A function to tidy data
Usage
clean_data(
df,
clean_names = TRUE,
trim_chars = TRUE,
empty_to_na = TRUE,
standardize_case = c("none", "lower", "upper", "title"),
remove_special_chars = FALSE,
collapse_rare_levels = FALSE,
coerce_date = FALSE,
flag_outliers = FALSE,
drop_empty_rows = TRUE,
distinct = TRUE,
drop_missing_threshold = NULL,
verbose = FALSE,
return_summary = FALSE
)Arguments
- df
A data frame to clean.
- clean_names
Logical. If TRUE, standardizes column names using
janitor::clean_names(). Default TRUE.- trim_chars
Logical. If TRUE, trims whitespace from all character columns. Default TRUE.
- empty_to_na
Logical. If TRUE, converts empty strings "" to NA in character columns. Default TRUE.
- standardize_case
Character. One of "none", "lower", "upper", "title". Adjusts character/factor casing. Default "none".
- remove_special_chars
Logical. If TRUE, removes punctuation/special characters from character columns. Default FALSE.
- collapse_rare_levels
Logical. If TRUE, lumps rare factor levels into "Other". Default FALSE.
- coerce_date
Logical. If TRUE, converts date-like character columns to Date. Default FALSE.
- flag_outliers
Logical. If TRUE, flags numeric outliers. Default FALSE.
- drop_empty_rows
Logical. If TRUE, removes rows where all columns are NA. Default TRUE.
- distinct
Logical. If TRUE, removes exact duplicate rows. Default TRUE.
- drop_missing_threshold
Numeric 0–1. Remove columns with more than this fraction of missing values. Default NULL (disabled).
- verbose
Logical. If TRUE, prints summary of cleaning actions. Default FALSE.
- return_summary
Logical. If TRUE, returns a list with cleaned df and summary of actions.
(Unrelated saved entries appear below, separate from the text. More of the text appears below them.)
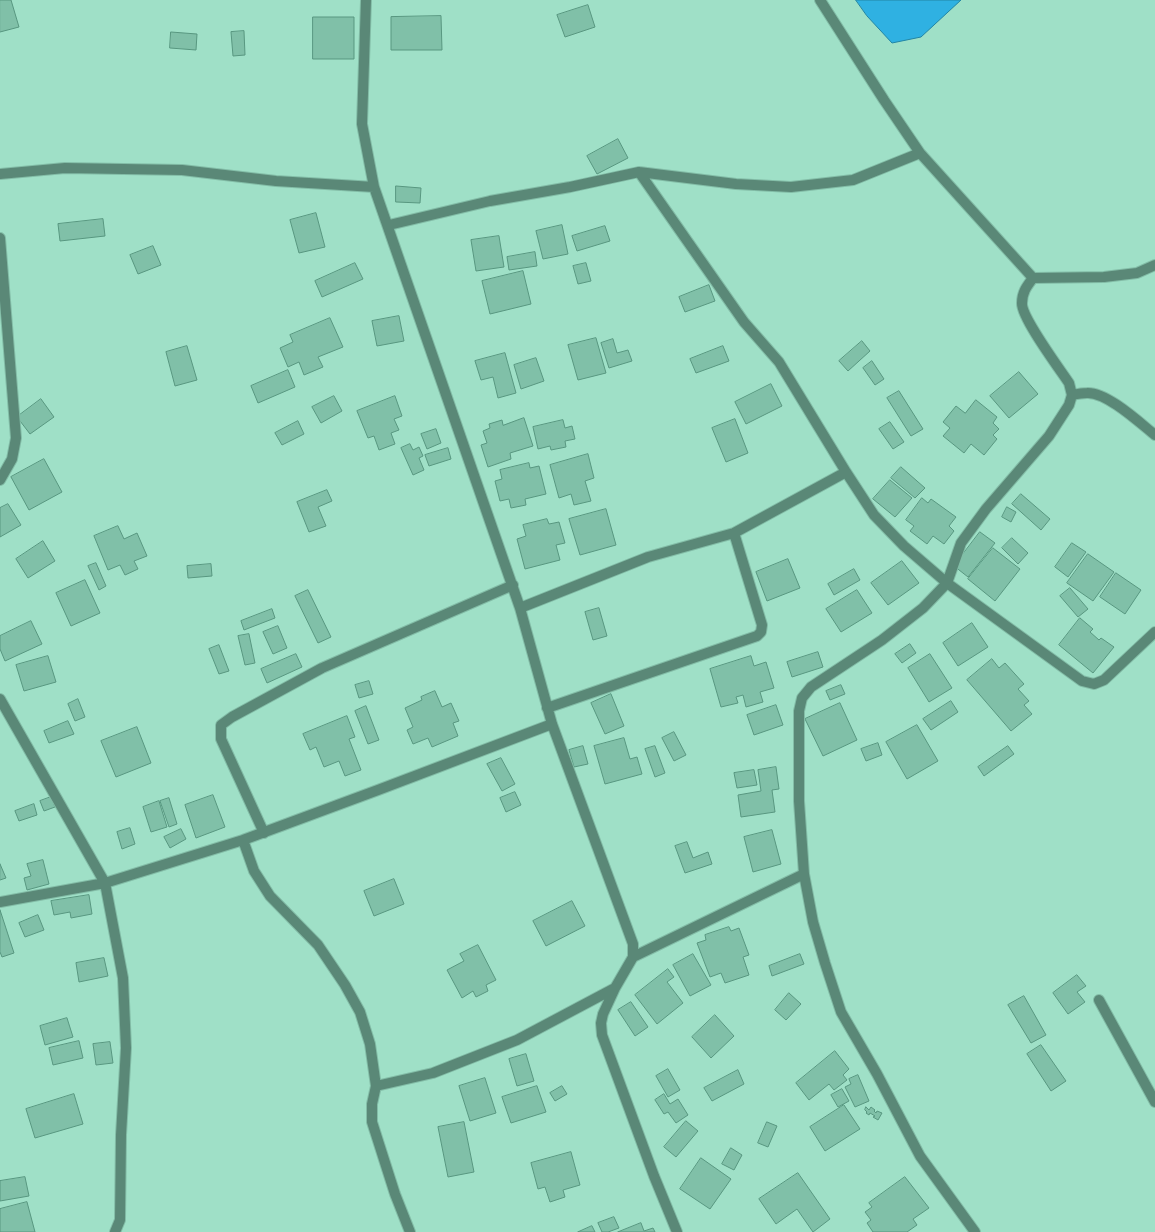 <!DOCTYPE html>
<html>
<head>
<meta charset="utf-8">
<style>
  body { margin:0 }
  canvas { display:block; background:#9fe0c7 }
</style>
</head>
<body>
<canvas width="1155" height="1232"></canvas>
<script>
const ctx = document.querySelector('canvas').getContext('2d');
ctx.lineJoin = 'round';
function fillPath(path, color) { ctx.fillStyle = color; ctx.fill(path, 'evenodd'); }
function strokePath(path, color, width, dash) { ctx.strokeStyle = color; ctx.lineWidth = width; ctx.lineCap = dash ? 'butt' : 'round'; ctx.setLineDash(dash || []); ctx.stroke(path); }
const water = new Path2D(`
  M856,0H961L921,37L892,43L867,16Z`);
fillPath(water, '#2fb1e2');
strokePath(water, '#2285a4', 1);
const building = new Path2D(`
  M0,0H11L19,27L0,32Z
  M588,5L595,27L565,37L557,15Z
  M441,16L442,50H391V17Z
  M313,17H354V59H313Z
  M244,31L245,55L233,56L231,32Z
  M171,32L197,34L196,50L170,48Z
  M618,139L628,158L597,174L587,156Z
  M396,186L421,188L420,203L396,202Z
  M316,213L325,247L299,253L290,220Z
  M103,219L105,236L60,241L58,224Z
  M562,225L568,254L543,259L536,231Z
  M605,226L610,241L577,251L572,236Z
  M499,236L504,267L476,271L471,240Z
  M153,246L161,265L138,274L130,255Z
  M535,252L537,266L509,270L507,257Z
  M355,263L363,279L322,297L315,281Z
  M586,263L591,281L578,284L573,266Z
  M523,271L531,304L490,314L482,281Z
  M709,285L715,301L685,312L679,297Z
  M399,316L404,341L377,346L372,321Z
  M330,318L343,347L318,357L323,367L304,375L299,362L288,367L280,348L293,342L290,335Z
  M596,338L606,373L578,380L568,345Z
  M613,339L617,353L628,350L632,361L609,368L601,343Z
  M862,341L870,351L848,371L839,361Z
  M187,346L197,380L175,386L166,352Z
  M723,346L729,361L696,373L690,359Z
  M505,353L516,393L498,398L493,377L481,380L475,361Z
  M536,358L544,381L521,389L514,365Z
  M872,361L884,379L875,385L863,368Z
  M288,370L295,387L258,403L251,386Z
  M1019,372L1038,394L1009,418L990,396Z
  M771,384L782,406L746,424L735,402Z
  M899,391L923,429L911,436L887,398Z
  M334,396L342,411L321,423L312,407Z
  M395,396L402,416L394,419L399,430L391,433L395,444L379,450L374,436L368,438L357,411Z
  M41,399L54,417L30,434L17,417Z
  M976,400L997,417L993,423L999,429L993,435L997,439L984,455L971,444L964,453L943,436L950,428L943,422L956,406L965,413Z
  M524,418L533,446L510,453L511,459L488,467L481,445L487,443L483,431L490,428L489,424L502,420L503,425Z
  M735,419L748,453L726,462L712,428Z
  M563,420L565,428L572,426L575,439L565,441L566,447L551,450L550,446L538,449L533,427Z
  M298,421L304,434L282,445L275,433Z
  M890,422L904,442L893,449L879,429Z
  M436,429L441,443L427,449L421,434Z
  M410,444L413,450L419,447L423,456L419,458L424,470L413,475L401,448Z
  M448,448L451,459L429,466L425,455Z
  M588,454L594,478L585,481L591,501L574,505L571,494L559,498L550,465Z
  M44,459L62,492L29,510L11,477Z
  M529,463L530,468L539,466L546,494L525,499L526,505L511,508L509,499L500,501L495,481L502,479L500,470Z
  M901,467L925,488L915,498L891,478Z
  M890,480L912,498L895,517L873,499Z
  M327,490L332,501L318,507L326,526L309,532L297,502Z
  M1021,494L1050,519L1041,530L1012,504Z
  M922,498L928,503L931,499L956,517L949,526L954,531L944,544L933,536L927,544L910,531L914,526L906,520Z
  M8,504L21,525L0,537V508Z
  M1007,507L1016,512L1011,522L1002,517Z
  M606,509L616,545L580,555L569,519Z
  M547,519L549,524L559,522L565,543L556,545L560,560L525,569L517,539L526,536L523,525Z
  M118,526L124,539L137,533L147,556L134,561L138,569L125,575L120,565L108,570L94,536Z
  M980,532L995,543L968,577L954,566Z
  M1012,538L1028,553L1018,564L1002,548Z
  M43,541L55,561L28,578L16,559Z
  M1072,543L1086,552L1068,577L1055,567Z
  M993,548L1020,569L995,601L968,579Z
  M1088,554L1114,572L1093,601L1067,583Z
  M788,559L800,588L767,601L756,572Z
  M902,561L919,583L888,605L871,583Z
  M96,563L106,586L99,590L88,566Z
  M211,564L212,576L188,578L187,566Z
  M854,569L860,580L834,595L828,584Z
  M1116,573L1141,590L1125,614L1100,597Z
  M85,580L100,613L71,626L56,593Z
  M1070,588L1088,609L1078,617L1060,596Z
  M308,590L331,637L318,643L295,596Z
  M857,590L872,613L841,632L826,609Z
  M599,608L607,636L593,640L585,612Z
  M272,609L275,618L244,630L241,621Z
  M1080,618L1093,629L1090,632L1099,640L1101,638L1114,647L1093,673L1059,645Z
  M31,621L42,644L5,661L0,649V636Z
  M972,623L988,647L958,666L943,643Z
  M278,626L287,648L273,654L263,632Z
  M249,634L255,663L245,665L238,636Z
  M910,644L916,653L902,663L895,654Z
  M219,645L229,671L219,674L209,649Z
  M818,652L823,667L792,677L787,662Z
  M296,654L302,667L267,683L261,669Z
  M930,654L952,688L929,702L908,668Z
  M48,656L56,682L24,691L16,665Z
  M751,656L754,666L766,662L774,688L760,692L763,702L746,707L743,695L736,697L738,703L721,707L710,669Z
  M992,659L999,668L1005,663L1024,684L1018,689L1029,701L1024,705L1032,714L1011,731L967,680Z
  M369,681L373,694L359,698L355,685Z
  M841,685L845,694L830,700L826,691Z
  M435,691L442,707L451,703L459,721L453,723L458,736L432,747L428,738L413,744L407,730L413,727L405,708L422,700L421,697Z
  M611,694L624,726L605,734L591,703Z
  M78,699L85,717L75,721L68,704Z
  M951,701L958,712L931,730L923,719Z
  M840,703L857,740L823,756L805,719Z
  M776,705L783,725L754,735L747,715Z
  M366,706L379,740L368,744L355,711Z
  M347,716L355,737L349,739L361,770L345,776L339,761L324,767L316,747L310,750L303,734Z
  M68,721L74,734L49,743L44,731Z
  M917,725L938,761L907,779L886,742Z
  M137,727L151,763L116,777L101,741Z
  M674,732L686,755L674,761L662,738Z
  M624,738L630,759L637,757L642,774L605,784L594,746Z
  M878,743L882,755L866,761L861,749Z
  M583,746L588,764L574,767L569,750Z
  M655,746L665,773L655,777L645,749Z
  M1008,746L1014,754L984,776L978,767Z
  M501,758L515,784L502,791L487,764Z
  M776,767L779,789L772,790L775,812L741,817L738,795L761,791L758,770Z
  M754,770L757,785L737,788L734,773Z
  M515,792L521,805L506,812L500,798Z
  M213,795L225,827L196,838L185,805Z
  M51,797L55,807L44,811L40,801Z
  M169,798L177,824L169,827L160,801Z
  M159,801L167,827L151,832L143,807Z
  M34,804L37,815L19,821L15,811Z
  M130,828L135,844L122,849L117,832Z
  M181,829L186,839L170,848L164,837Z
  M772,830L781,864L753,872L744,837Z
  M687,842L693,858L708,852L712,864L685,873L675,846Z
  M43,860L49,884L27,890L24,878L31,876L27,864Z
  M0,864L6,878L0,880Z
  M394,879L404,904L374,916L364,891Z
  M89,895L92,914L71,918L70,912L54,915L51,901Z
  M572,901L585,926L546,946L533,921Z
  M0,910L14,953L2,957L0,952Z
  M38,915L44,930L25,937L19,923Z
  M729,927L731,931L739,928L749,955L743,957L749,975L725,983L721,973L710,977L697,943L706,940L705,935Z
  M478,945L496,980L486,985L488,991L476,997L473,991L462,998L447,970L464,961L460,954Z
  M693,954L711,985L690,996L673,965Z
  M800,954L804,964L772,976L769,966Z
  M104,958L108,976L79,982L76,963Z
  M668,969L674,977L667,982L683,1003L657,1024L635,995Z
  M1077,975L1086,986L1077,992L1085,1002L1068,1014L1053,993Z
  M789,993L801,1004L786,1020L775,1010Z
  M1024,996L1046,1035L1031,1043L1008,1005Z
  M631,1002L648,1027L635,1036L618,1010Z
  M715,1015L734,1036L711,1058L692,1037Z
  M67,1018L73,1037L45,1045L40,1026Z
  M79,1041L83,1058L53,1065L49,1048Z
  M110,1042L113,1063L96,1065L93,1044Z
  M1041,1045L1066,1081L1051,1091L1027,1054Z
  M835,1051L849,1069L843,1075L847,1080L834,1090L829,1084L809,1100L796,1083Z
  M526,1054L534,1081L517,1086L509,1059Z
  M668,1069L680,1090L668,1097L656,1076Z
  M738,1070L744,1084L712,1101L704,1088Z
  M858,1075L869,1101L855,1107L845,1087L851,1084L849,1079Z
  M485,1078L496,1113L470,1121L459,1086Z
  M537,1086L546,1112L511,1123L502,1097Z
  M562,1086L567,1094L555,1101L550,1093Z
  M842,1089L849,1101L838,1107L831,1095Z
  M74,1094L83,1124L35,1138L26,1109Z
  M664,1094L670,1104L678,1099L688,1115L676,1123L668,1112L664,1114L655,1100Z
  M844,1105L860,1129L825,1151L810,1127Z
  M866,1107L869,1110L871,1107L875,1110L874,1111L876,1113L877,1111L882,1113L878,1120L873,1117L875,1116L870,1113L869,1115L866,1113L867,1112L865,1110Z
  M686,1121L698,1131L676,1157L664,1147Z
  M464,1122L474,1172L448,1177L438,1127Z
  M767,1122L777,1126L768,1147L758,1143Z
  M731,1148L742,1155L734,1170L722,1164Z
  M571,1152L580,1185L563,1190L565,1197L550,1202L545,1187L538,1189L531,1163Z
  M701,1158L731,1179L710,1209L680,1189Z
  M798,1173L830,1219L813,1232L797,1209L776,1224L759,1199Z
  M25,1177L29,1196L0,1201V1181Z
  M905,1177L929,1208L913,1219L917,1225L907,1232H873L867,1223L871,1220L865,1212L872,1207L869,1203Z
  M27,1202L35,1232H0V1209Z
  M614,1217L619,1228L608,1232H602L598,1223Z
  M641,1223L644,1231L653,1228L655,1232H618Z
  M592,1226L595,1232H578Z`);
fillPath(building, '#80c0a8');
strokePath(building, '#589780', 1);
const minor = new Path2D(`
  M366,0L362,124L374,187L520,608L552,724L633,944V957L615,988L603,1014L601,1023L602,1035L654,1176L677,1232
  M820,0L884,100L920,153L1033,278
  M639,172L744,322L779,362L846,472L874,515L904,546L947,583L1082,681L1094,684L1104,680L1155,632
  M0,174L65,168L182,170L276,181L374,187
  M389,225L490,201L570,187L639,172L736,184L791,187L853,180L920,153
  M0,238L16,438L12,459L0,480
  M1072,395C1077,394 1082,393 1087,393C1107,392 1140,423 1155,435
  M520,608L648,557L734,533L846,472
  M0,699L105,883L123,978L126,1048L121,1135L120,1220L115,1232
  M547,708L757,636L761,632L762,625L734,533
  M264,833L221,739V725L232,717L322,668L513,585
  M243,840L254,871L270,896L318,945L345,985L360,1012L370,1044L376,1086L372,1104V1122L395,1194L410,1232
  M0,902L105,883L243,840L378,790L552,724
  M633,957L804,874
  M1099,1000L1155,1102
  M376,1086L433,1073L517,1040L615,988
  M975,1232L920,1156L877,1074L841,1012L825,963L813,922L804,874L799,801V711L802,698L811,687L882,640L923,608L947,583L961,543L986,509L1049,436L1069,405L1072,395L1069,383C1059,368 1021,317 1022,303C1022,292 1027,286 1033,278L1104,277L1137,273L1155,265`);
strokePath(minor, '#83bda7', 12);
strokePath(minor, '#5a8877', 10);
</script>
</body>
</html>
Default FALSE.
Examples
df <- tibble::tibble(
"First Name" = c(" Alice ", "Bob", "", "CHARLIE", "dave", "Eve", NA, "Bob",
"Bob"),
"Last Name" = c("Smith", "Jones", "O'Neil", "Brown", "Miller", "O'Brien",
"", "Jones", "Jones"),
"Score" = c(10, 5000, 15, 20, 12, -999, 14, 5000, 5000), # includes outlier
"Enrollment Date" = c("2025-01-01", "20241215", "2025/02/01", "", NA,
"01-03-2025", "2025-01-01", "2024-12-15", "2024-12-15"),
"Grade" = c("A", "b", "C", "A", "B", "", "A", "b", "b"),
"Comments!" = c("Good", " Excellent ", "", "Needs work", NA, "Good!",
"Average", " Excellent ", " Excellent "),
"EmptyCol" = c(NA, NA, NA, NA, NA, NA, NA, NA, NA)
)
clean_data(df, trim_chars = TRUE, empty_to_na = TRUE)
#> # A tibble: 8 × 7
#> first_name last_name score enrollment_date grade comments empty_col
#> <chr> <chr> <dbl> <chr> <chr> <chr> <lgl>
#> 1 Alice Smith 10 2025-01-01 A Good NA
#> 2 Bob Jones 5000 20241215 b Excellent NA
#> 3 NA O'Neil 15 2025/02/01 C NA NA
#> 4 CHARLIE Brown 20 NA A Needs work NA
#> 5 dave Miller 12 NA B NA NA
#> 6 Eve O'Brien -999 01-03-2025 NA Good! NA
#> 7 NA NA 14 2025-01-01 A Average NA
#> 8 Bob Jones 5000 2024-12-15 b Excellent NA